Le pater revint un peu avant le dîner. Il était parti faire des courses. Duane s’était demandé avec appréhension si c’était vraiment bien là le but de sa sortie, mais son père rentra sans avoir bu et, tandis qu’ils rangeaient ensemble farine et boîtes de conserve, il lança :

— Oh ! Mme O’Rourke m’a dit qu’une de tes camarades de classe a été arrêtée hier !

Duane se retourna brusquement, une grosse boîte de fèves à la main.

— C’est vrai ?

Le pater confirma d’un signe de tête. Puis il se lécha les lèvres et se gratta la joue comme il le faisait lorsqu’il n’avait pas bu.

— Oui, une certaine Cordie. Mme O’Rourke m’a dit qu’elle était dans la classe au-dessus de celle de son fils. C’était ta classe, non ? ajouta-t-il en levant les yeux vers Duane.

Le garçon opina du chef.

— Quoi qu’il en soit, continua le pater, elle n’a pas été vraiment arrêtée. Barney l’a surprise en ville avec un fusil chargé. Il le lui a confisqué et l’a ramenée chez elle. Mais il n’a pas réussi à savoir ce qu’elle comptait faire avec, il a seulement compris que ça avait un rapport avec son frère Tubby.

Il se gratta la joue et parut surpris de découvrir qu’il ne s’était pas encore rasé.

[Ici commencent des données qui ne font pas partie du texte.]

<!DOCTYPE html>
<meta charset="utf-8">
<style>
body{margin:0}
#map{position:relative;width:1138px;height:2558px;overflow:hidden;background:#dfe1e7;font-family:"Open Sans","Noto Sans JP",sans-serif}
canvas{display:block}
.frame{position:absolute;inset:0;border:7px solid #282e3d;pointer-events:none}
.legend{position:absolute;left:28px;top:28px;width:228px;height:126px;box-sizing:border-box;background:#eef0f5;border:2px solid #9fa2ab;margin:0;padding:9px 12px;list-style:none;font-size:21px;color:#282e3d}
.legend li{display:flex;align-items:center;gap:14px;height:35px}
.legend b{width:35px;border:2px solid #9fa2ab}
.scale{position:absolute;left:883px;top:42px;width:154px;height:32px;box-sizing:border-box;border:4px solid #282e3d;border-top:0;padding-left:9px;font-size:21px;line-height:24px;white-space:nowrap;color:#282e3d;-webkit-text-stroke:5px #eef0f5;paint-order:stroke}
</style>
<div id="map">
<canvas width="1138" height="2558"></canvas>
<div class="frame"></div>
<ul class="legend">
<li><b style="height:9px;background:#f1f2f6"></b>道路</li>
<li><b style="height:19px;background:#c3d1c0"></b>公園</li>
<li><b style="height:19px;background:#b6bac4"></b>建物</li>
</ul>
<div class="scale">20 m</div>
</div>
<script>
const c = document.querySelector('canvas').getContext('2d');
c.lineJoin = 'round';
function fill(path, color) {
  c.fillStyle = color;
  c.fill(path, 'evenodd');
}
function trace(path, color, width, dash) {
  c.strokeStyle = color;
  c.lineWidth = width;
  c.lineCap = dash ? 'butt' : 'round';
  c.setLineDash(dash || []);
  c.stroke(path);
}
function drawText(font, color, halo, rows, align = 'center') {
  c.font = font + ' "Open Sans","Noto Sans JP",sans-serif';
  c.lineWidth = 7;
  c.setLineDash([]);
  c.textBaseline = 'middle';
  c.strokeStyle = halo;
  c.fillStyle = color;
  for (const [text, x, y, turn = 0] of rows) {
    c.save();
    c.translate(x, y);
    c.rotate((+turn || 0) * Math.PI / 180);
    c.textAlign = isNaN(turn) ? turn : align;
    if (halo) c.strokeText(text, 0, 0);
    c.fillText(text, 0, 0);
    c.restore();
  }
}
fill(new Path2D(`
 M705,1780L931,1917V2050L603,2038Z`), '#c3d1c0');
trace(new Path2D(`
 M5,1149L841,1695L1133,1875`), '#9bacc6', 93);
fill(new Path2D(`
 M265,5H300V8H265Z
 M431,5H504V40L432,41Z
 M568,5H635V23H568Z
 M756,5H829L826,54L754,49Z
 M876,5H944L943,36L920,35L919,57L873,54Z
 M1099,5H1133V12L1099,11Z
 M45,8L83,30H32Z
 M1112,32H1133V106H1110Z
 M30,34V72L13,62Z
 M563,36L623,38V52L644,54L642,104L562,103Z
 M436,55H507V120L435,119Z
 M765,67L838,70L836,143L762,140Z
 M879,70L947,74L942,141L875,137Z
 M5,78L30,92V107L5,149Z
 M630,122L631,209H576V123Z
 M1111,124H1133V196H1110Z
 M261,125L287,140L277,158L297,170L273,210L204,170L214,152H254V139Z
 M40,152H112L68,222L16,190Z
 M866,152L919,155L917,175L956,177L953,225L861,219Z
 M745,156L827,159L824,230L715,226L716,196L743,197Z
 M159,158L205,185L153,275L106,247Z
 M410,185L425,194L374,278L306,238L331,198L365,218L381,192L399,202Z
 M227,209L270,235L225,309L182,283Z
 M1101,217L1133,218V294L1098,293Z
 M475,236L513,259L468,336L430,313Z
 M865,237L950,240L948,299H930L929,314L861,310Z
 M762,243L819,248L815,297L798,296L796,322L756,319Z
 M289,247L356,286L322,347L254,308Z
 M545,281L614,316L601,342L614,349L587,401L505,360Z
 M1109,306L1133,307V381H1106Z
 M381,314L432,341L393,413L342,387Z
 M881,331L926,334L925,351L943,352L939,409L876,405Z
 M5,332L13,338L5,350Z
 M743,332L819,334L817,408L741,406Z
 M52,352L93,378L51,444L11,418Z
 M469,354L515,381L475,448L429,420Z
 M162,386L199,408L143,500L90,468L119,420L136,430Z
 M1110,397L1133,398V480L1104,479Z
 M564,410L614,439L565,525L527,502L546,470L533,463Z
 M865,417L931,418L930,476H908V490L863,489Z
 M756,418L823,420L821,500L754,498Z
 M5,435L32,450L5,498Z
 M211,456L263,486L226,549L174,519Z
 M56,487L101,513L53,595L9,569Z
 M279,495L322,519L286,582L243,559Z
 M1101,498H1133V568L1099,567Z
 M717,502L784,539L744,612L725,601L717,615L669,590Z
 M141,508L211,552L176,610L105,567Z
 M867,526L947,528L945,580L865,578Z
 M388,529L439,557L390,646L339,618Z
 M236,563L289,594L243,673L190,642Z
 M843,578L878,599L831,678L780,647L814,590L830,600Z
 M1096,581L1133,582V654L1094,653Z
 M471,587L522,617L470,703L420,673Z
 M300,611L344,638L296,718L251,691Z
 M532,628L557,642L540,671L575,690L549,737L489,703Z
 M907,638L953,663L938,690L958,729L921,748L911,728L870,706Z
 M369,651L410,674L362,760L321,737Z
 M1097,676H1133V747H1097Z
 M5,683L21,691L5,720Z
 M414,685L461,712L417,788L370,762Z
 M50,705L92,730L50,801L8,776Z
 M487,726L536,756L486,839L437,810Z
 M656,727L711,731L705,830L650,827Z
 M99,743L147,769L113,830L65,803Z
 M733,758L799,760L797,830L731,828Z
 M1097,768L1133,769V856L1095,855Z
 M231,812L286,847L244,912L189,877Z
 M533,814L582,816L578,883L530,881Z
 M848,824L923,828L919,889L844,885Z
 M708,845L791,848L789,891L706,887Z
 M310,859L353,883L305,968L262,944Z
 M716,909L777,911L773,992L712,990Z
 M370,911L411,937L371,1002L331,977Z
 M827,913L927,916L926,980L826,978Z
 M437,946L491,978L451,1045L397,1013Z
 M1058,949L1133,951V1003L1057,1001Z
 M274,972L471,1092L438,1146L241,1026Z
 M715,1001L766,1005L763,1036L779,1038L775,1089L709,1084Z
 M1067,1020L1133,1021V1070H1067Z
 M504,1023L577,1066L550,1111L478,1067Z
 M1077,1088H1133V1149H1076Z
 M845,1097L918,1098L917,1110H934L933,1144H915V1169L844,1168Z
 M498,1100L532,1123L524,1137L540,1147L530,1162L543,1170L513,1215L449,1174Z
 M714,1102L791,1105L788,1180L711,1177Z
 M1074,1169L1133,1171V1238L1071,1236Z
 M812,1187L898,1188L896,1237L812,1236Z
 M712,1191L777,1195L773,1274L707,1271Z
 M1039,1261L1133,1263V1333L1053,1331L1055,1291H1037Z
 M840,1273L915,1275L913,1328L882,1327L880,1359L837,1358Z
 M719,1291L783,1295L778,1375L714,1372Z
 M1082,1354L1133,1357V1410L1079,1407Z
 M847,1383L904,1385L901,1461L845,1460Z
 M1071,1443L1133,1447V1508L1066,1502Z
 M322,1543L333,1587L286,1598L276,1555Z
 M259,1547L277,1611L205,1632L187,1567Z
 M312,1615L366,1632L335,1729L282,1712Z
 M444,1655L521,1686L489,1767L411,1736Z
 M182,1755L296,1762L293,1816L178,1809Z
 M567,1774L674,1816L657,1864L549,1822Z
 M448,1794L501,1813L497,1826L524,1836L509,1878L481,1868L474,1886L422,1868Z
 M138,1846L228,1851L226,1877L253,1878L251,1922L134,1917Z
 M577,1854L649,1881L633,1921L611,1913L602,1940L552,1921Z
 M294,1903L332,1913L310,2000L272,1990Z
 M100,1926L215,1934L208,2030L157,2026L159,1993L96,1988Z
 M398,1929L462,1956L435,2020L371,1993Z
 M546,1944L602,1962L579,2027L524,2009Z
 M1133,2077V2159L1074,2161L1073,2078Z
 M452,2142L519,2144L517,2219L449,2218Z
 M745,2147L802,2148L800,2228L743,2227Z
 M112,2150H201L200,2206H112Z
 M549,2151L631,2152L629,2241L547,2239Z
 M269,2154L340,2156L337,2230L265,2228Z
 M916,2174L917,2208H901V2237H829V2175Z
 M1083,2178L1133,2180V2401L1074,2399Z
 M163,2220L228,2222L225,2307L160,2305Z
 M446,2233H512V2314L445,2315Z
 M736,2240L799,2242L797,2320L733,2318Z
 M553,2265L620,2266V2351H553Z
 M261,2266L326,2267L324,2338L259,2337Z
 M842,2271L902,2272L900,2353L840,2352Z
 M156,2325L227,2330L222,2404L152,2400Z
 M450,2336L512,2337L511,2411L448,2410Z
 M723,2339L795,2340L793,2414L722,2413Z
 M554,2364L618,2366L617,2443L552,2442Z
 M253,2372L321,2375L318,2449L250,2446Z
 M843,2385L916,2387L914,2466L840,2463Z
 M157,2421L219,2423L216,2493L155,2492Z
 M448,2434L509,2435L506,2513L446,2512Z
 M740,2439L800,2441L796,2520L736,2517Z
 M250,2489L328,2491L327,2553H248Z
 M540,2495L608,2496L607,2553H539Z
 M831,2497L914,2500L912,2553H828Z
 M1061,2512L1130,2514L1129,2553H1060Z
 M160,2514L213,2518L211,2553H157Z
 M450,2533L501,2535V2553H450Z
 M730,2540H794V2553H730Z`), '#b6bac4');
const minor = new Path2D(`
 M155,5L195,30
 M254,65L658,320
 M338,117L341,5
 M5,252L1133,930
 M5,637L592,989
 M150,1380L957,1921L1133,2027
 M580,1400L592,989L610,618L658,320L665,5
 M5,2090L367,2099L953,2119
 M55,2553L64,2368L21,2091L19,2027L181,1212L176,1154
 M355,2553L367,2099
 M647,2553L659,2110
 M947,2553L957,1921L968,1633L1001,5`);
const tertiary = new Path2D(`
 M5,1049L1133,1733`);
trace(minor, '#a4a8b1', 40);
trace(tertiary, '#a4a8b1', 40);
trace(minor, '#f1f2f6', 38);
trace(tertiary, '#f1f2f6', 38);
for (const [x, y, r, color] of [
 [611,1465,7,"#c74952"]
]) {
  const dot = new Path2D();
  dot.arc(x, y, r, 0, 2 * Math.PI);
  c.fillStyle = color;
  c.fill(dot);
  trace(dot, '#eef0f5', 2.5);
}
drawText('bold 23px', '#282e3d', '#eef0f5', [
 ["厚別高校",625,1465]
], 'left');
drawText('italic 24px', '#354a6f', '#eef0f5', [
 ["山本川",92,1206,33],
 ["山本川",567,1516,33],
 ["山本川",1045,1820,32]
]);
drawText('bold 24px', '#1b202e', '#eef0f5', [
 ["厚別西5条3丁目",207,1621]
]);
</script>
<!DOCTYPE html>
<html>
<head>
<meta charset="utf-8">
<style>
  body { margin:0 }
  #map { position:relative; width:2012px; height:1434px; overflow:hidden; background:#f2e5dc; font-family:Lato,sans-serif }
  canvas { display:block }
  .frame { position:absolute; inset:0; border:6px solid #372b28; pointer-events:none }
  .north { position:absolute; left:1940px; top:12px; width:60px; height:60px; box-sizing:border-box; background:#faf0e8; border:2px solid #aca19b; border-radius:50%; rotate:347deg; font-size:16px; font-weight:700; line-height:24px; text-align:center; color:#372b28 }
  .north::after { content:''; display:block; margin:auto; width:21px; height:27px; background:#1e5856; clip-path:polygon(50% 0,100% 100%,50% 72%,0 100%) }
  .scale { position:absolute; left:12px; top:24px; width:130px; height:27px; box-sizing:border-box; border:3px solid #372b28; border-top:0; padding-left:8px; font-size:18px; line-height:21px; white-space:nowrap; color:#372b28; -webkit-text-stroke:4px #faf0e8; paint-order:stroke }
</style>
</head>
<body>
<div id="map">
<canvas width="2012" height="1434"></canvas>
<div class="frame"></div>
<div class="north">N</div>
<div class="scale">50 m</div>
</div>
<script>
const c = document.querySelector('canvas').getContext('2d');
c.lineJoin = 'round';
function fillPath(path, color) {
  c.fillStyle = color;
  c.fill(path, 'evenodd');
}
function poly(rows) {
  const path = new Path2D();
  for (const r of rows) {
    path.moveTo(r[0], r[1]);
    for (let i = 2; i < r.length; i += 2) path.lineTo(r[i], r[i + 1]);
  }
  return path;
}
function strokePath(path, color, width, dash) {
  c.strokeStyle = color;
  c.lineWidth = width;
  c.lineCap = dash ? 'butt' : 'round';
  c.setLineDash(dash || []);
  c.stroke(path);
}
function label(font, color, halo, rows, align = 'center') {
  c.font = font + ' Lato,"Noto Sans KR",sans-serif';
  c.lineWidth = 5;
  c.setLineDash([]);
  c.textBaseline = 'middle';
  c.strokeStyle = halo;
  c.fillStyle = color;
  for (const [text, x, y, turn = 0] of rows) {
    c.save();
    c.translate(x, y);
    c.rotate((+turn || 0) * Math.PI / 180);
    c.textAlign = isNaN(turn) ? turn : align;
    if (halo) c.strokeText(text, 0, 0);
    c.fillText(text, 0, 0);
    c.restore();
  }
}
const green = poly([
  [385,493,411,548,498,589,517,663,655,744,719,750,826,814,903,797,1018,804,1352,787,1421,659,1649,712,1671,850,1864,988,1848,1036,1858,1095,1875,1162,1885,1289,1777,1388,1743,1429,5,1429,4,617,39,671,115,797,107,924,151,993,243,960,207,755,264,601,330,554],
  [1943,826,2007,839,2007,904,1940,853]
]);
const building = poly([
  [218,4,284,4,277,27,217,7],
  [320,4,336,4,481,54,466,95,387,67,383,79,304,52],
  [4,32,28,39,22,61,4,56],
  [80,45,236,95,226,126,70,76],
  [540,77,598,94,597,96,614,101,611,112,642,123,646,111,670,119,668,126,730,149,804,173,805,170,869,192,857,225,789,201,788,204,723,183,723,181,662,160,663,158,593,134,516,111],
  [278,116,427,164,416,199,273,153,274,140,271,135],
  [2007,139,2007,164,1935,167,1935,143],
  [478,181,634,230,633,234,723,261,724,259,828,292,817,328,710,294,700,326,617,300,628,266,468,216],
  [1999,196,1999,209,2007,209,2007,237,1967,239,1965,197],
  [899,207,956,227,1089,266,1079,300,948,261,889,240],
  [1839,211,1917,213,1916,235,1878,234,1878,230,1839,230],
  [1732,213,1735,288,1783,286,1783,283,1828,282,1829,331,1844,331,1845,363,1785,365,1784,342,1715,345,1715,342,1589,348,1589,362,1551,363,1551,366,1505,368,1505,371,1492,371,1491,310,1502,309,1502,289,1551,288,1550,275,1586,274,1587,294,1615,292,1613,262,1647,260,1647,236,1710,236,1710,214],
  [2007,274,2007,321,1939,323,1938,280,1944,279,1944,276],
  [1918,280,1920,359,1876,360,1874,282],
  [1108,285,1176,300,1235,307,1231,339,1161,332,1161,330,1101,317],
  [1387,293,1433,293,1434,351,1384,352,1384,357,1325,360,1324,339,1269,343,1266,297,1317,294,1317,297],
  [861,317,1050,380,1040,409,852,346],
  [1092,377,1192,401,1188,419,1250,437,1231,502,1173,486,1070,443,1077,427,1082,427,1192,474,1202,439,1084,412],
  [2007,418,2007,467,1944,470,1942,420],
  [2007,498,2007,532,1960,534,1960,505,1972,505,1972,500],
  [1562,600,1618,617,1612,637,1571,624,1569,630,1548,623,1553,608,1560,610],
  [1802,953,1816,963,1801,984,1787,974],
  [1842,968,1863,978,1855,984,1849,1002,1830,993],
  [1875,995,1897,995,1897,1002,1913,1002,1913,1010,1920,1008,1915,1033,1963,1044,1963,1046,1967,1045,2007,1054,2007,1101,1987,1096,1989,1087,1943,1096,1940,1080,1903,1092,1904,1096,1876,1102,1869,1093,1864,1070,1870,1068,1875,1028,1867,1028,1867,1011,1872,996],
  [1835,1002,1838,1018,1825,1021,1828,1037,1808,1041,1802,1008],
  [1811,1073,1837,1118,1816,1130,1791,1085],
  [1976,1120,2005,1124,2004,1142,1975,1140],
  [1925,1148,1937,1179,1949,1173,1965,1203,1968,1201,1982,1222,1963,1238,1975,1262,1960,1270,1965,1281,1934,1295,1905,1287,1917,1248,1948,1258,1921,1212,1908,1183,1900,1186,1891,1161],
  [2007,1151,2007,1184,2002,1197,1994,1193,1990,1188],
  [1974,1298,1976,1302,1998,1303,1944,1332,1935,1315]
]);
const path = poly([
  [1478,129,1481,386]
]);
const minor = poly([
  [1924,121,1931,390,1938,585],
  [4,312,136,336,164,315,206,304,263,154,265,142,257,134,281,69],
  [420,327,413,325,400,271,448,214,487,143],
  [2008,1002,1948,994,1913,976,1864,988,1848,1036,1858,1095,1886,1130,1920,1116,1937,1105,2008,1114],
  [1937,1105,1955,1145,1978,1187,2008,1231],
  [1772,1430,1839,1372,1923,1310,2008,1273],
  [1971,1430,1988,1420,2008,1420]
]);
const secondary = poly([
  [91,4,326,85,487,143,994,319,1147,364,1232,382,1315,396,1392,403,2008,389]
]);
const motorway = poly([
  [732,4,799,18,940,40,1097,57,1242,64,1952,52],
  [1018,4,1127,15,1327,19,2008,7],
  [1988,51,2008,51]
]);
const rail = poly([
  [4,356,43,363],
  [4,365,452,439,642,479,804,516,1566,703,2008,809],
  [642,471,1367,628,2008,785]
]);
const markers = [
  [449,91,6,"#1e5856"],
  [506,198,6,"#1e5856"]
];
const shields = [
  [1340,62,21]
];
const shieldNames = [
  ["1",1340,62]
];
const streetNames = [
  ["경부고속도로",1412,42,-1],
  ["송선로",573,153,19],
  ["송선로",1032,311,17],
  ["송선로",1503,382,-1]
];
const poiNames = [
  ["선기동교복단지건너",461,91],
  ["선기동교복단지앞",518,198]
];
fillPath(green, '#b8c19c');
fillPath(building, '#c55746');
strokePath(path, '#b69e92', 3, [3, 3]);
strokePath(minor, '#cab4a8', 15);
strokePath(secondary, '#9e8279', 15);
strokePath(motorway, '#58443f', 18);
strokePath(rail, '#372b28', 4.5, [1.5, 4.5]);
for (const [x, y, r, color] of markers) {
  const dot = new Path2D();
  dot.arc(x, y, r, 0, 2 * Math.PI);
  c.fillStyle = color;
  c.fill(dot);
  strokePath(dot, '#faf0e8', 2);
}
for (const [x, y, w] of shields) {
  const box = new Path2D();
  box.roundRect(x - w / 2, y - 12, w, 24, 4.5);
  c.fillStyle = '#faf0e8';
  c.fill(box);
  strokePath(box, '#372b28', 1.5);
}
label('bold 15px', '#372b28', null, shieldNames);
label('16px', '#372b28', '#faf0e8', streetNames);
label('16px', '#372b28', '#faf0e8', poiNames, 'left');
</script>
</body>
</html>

— Ce n’est pas justement Tubby, le gosse qui a fait une fugue il y a deux semaines ?

— Si.

Duane se remit à vider le carton de boîtes de conserve.

— Tu n’aurais pas une idée de la raison pour laquelle sa sœur pisterait quelqu’un en ville avec un fusil chargé ?

Duane s’arrêta à nouveau.

— Qui est-ce qu’elle pistait ?

Son père haussa les épaules.

— Nellie O’Rourke a dit que le directeur  – comment s’appelle-t-il déjà ? - ah, oui, Roon, a appelé Barney pour se plaindre qu’une fillette armée d’un fusil traînait autour de l’école et de chez lui. Mais pourquoi cette gosse ferait-elle ça ?

La curiosité du pater était éveillée, et il ne lâcherait pas son fils avant d’avoir obtenu une réponse. Duane, juché sur une chaise devant le placard, finit de ranger les conserves, puis il regarda son père pour répondre :

— Cordie est une brave fille, mais elle a toujours été un peu givrée !

Le pater resta un instant immobile avant de hocher la tête pour indiquer qu’il acceptait cette explication, puis il retourna à son atelier.

 

 

Le vendredi, Duane reprit à pied le chemin d’Oak Hill. Il partit à l’aube, afin d’être de retour pour midi, et relut les documents qu’il avait déjà parcourus à la lumière des renseignements glanés à la bibliothèque de Bradley, mais il n’en tira rien de plus. Toutefois, l’article du New York Times sur la réception donnée en l’honneur de la cloche était important, car c’était la seule preuve extérieure à Elm Haven de l’existence de la cloche. Mais il eut beau chercher, il ne put trouver aucune autre référence la concernant.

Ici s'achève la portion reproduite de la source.